The best teachers are the ones who tell us we can. The best parents tell us we should. The best companies show us what we can do. And the best politicians remind us what’s possible if we work together instead of apart.
Take dyslexia, for example. A lot of really great entrepreneurs, like Richard Branson, are dyslexic. Instead of focusing on what he couldn’t do, he figured out ways around it. He became a brilliant problem solver. A lot of dyslexics are good like that. It’s a huge advantage they have.
Or the kid who is told at a young age that they have ADD—they are told they have a “deficit” and a “disorder.” Why aren’t they told that they have an amazing advantage—hyper-focus, a heightened ability to focus on something and devote an intense amount of energy to solving a problem or building something beyond what most people can do. They have an ability to get done in one day what takes others a week.

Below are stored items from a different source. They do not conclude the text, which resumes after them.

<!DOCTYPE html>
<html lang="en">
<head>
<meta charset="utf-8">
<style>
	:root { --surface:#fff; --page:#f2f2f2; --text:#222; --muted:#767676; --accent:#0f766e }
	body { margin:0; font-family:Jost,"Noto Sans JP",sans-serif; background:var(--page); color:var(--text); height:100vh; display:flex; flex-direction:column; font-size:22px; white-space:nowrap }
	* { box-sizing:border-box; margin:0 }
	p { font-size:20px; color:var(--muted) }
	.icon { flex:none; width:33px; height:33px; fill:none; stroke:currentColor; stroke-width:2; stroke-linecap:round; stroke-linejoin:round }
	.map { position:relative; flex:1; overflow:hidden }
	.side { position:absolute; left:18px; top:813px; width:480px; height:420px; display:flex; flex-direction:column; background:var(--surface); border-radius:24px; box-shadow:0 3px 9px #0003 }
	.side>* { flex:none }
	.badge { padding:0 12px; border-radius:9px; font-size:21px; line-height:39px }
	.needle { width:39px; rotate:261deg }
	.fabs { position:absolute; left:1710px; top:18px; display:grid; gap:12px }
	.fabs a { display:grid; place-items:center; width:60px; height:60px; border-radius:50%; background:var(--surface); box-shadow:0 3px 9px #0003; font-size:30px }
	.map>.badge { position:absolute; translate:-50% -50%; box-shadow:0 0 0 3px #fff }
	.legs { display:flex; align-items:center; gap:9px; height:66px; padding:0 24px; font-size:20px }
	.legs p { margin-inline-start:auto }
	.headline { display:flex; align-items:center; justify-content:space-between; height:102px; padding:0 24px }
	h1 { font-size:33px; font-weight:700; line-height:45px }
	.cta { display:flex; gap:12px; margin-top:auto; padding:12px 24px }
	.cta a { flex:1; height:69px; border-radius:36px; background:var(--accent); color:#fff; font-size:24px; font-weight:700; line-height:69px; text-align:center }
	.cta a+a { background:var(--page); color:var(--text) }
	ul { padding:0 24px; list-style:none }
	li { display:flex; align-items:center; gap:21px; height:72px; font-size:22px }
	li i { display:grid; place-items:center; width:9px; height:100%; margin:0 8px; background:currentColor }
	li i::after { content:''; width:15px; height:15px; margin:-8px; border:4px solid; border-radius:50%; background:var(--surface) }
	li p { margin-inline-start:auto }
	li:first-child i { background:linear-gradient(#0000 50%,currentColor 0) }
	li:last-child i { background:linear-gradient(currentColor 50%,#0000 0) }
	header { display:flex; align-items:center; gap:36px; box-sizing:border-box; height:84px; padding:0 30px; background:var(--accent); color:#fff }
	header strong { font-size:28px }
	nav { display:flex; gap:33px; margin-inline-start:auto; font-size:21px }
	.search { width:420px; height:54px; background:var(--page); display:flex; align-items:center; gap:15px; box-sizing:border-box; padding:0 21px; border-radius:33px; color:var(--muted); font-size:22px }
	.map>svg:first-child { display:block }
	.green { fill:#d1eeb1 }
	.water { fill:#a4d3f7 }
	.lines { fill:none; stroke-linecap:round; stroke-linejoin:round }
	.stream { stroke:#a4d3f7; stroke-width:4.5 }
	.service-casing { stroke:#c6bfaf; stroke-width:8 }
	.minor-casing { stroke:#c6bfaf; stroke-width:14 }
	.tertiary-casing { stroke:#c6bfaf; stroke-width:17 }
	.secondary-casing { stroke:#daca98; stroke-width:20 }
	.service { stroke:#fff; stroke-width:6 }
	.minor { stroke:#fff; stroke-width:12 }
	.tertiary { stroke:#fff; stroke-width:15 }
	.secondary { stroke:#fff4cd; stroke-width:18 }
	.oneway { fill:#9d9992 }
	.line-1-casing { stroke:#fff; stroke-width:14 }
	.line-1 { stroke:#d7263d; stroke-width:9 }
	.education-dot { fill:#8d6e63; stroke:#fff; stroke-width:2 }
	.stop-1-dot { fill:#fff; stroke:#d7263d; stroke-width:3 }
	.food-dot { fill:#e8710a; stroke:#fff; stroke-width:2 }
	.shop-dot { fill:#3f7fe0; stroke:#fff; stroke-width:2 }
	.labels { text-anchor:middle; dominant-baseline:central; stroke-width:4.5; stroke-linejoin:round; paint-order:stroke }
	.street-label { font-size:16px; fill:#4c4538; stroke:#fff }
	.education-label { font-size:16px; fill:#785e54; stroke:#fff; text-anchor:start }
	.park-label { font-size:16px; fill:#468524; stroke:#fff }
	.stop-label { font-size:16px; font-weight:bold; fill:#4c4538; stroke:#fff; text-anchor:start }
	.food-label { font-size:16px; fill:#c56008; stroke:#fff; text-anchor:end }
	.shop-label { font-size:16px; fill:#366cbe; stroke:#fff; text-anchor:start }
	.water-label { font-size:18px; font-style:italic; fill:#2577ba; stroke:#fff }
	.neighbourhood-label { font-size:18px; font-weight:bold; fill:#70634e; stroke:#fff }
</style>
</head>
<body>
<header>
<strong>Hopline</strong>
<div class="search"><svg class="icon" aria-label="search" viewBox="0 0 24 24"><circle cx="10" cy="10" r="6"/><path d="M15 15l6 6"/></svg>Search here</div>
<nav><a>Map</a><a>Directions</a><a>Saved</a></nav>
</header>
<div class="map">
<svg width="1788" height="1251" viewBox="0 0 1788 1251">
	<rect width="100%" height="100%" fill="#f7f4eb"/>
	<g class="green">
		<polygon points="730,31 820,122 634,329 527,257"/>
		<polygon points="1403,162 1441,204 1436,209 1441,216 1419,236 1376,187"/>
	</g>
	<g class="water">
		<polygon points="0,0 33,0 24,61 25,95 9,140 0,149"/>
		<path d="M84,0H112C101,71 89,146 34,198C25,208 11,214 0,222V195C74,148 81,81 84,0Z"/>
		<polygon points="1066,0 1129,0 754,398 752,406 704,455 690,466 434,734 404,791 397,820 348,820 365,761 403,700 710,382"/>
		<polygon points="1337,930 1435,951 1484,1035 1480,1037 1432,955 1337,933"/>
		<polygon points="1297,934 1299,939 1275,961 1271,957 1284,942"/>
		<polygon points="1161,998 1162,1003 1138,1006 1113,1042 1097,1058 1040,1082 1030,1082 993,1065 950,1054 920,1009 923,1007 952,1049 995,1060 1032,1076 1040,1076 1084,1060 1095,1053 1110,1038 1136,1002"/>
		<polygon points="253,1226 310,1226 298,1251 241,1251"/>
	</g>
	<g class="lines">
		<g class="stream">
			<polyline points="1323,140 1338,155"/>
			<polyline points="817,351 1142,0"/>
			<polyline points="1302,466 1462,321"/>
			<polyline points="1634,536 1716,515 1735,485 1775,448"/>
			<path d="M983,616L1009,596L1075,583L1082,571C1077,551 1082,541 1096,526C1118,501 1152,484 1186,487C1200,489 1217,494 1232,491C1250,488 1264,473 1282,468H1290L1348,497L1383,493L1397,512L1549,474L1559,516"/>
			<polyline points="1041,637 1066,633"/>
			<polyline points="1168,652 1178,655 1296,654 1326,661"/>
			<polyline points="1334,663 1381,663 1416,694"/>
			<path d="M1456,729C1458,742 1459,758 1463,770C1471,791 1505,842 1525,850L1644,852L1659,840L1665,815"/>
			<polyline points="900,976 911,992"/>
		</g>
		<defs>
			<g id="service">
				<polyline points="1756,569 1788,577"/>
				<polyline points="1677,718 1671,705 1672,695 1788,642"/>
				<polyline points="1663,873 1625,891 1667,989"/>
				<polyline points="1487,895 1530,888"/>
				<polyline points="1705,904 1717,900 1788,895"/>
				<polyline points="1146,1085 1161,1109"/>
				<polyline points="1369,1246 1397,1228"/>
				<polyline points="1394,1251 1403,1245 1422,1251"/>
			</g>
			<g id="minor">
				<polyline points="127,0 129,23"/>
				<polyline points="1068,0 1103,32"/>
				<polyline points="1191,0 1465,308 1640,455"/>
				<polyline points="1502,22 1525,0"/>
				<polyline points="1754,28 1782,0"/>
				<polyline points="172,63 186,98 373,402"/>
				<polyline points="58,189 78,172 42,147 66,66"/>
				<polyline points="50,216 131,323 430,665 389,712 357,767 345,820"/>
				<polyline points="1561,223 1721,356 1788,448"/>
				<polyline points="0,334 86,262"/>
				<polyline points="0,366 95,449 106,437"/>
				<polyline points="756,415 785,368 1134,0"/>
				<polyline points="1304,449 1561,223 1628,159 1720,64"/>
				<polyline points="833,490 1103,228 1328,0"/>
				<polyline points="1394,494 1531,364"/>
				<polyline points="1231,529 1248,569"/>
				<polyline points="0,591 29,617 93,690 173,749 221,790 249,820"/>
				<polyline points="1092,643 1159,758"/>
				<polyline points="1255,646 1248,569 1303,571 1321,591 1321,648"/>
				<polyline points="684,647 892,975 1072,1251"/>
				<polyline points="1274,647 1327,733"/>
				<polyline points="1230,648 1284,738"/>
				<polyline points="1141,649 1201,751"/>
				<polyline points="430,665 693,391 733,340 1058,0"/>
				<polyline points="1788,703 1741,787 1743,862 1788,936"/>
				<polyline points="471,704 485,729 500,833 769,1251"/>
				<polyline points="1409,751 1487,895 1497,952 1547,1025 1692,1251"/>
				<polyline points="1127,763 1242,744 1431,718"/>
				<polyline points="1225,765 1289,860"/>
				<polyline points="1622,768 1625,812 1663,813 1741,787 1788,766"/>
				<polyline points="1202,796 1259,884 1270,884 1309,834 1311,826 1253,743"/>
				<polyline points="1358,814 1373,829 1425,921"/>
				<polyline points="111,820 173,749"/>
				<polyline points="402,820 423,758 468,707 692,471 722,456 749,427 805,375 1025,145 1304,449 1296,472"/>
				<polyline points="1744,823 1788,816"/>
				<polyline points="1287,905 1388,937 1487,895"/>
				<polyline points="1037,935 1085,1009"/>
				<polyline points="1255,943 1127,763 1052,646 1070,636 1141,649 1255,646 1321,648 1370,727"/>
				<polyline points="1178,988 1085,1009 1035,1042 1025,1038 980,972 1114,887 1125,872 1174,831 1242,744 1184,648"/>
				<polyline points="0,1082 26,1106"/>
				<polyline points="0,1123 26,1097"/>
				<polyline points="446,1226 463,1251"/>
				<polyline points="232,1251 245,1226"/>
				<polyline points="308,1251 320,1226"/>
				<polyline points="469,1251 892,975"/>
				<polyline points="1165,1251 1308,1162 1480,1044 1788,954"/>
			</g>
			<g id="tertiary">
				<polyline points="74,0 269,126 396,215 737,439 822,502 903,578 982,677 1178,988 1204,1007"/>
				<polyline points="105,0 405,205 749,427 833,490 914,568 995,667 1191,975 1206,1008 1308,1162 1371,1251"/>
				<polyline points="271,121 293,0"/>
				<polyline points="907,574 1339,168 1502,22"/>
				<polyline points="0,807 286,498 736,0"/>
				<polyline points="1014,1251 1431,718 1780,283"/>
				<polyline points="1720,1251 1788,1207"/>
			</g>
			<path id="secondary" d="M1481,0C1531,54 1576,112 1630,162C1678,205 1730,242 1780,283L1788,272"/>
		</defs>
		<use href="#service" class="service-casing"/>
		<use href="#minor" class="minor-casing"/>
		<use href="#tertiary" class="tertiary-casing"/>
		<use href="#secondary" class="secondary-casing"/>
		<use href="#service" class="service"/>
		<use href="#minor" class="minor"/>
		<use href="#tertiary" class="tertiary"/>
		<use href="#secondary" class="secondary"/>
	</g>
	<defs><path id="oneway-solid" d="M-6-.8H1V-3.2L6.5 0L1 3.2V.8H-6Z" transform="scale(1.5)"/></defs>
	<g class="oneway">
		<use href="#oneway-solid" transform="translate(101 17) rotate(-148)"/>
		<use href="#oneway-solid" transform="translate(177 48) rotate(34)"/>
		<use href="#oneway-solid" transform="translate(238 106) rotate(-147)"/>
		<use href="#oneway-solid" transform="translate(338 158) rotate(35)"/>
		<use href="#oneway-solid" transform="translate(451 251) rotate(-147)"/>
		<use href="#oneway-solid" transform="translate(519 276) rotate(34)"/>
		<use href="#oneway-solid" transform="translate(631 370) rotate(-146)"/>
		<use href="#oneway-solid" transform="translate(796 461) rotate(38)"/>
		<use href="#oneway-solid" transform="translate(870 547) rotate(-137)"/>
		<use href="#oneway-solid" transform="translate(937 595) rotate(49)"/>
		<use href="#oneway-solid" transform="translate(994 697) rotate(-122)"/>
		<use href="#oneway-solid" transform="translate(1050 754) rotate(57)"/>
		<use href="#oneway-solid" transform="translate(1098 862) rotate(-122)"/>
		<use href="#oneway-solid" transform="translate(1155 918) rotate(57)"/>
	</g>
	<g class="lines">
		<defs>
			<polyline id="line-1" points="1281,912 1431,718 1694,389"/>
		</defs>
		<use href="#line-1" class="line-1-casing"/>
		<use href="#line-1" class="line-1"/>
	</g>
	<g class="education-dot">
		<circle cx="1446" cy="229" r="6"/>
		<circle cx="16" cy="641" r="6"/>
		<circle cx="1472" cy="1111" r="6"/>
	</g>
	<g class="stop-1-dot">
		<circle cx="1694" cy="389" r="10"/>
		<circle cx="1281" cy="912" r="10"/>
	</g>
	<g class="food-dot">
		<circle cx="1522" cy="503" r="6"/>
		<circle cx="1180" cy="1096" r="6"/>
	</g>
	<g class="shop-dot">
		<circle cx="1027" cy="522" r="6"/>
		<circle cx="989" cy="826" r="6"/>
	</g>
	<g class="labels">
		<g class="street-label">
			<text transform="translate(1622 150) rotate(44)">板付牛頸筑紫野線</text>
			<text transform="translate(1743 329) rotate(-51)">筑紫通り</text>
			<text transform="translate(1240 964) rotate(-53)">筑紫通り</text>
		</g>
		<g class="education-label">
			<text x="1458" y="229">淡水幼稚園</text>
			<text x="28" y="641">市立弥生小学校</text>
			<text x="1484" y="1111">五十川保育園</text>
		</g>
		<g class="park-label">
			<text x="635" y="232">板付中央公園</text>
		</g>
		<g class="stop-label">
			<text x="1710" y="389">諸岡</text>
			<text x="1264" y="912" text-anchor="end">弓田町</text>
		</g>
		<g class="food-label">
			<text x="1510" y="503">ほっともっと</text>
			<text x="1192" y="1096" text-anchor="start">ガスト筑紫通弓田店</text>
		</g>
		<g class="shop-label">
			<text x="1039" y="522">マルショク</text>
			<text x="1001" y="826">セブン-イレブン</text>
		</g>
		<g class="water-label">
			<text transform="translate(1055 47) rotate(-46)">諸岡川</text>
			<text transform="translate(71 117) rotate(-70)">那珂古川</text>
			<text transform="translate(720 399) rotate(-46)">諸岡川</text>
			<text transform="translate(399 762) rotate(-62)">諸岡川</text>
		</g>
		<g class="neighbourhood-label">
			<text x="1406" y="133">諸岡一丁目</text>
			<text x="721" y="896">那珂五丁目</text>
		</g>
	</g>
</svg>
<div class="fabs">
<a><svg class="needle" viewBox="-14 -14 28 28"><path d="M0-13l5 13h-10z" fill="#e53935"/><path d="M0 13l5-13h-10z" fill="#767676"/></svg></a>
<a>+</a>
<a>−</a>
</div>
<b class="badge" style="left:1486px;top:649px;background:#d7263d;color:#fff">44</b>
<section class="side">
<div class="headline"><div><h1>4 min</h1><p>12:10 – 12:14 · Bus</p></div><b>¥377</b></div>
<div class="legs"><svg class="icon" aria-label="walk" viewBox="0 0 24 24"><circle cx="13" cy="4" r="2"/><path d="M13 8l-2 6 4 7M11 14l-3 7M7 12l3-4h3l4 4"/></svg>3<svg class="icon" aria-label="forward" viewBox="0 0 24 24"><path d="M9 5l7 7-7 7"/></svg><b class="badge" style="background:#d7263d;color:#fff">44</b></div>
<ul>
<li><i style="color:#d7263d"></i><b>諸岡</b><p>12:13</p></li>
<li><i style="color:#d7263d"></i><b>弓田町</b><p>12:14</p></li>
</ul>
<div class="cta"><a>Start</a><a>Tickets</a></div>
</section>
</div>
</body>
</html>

I have ADHD and it is one of the single greatest advantages I have. Sure it has it’s drawbacks. It’s harder for me to focus on things that don’t interest me. But all that means is I should focus on doing things that do interest me. I have an abnormal advantage and I feel sorry for all the people who aren’t able to apply intense focus on something like those with ADD or ADHD.
The best teachers are the ones who tell us we can. The best parents tell us we should. The best companies show us what we can do. And the best politicians remind us what’s possible if we work together instead of apart.
May we all discover what about us doesn’t fit the norm and, instead of trying to hide or bury it, work to make that our single greatest advantage.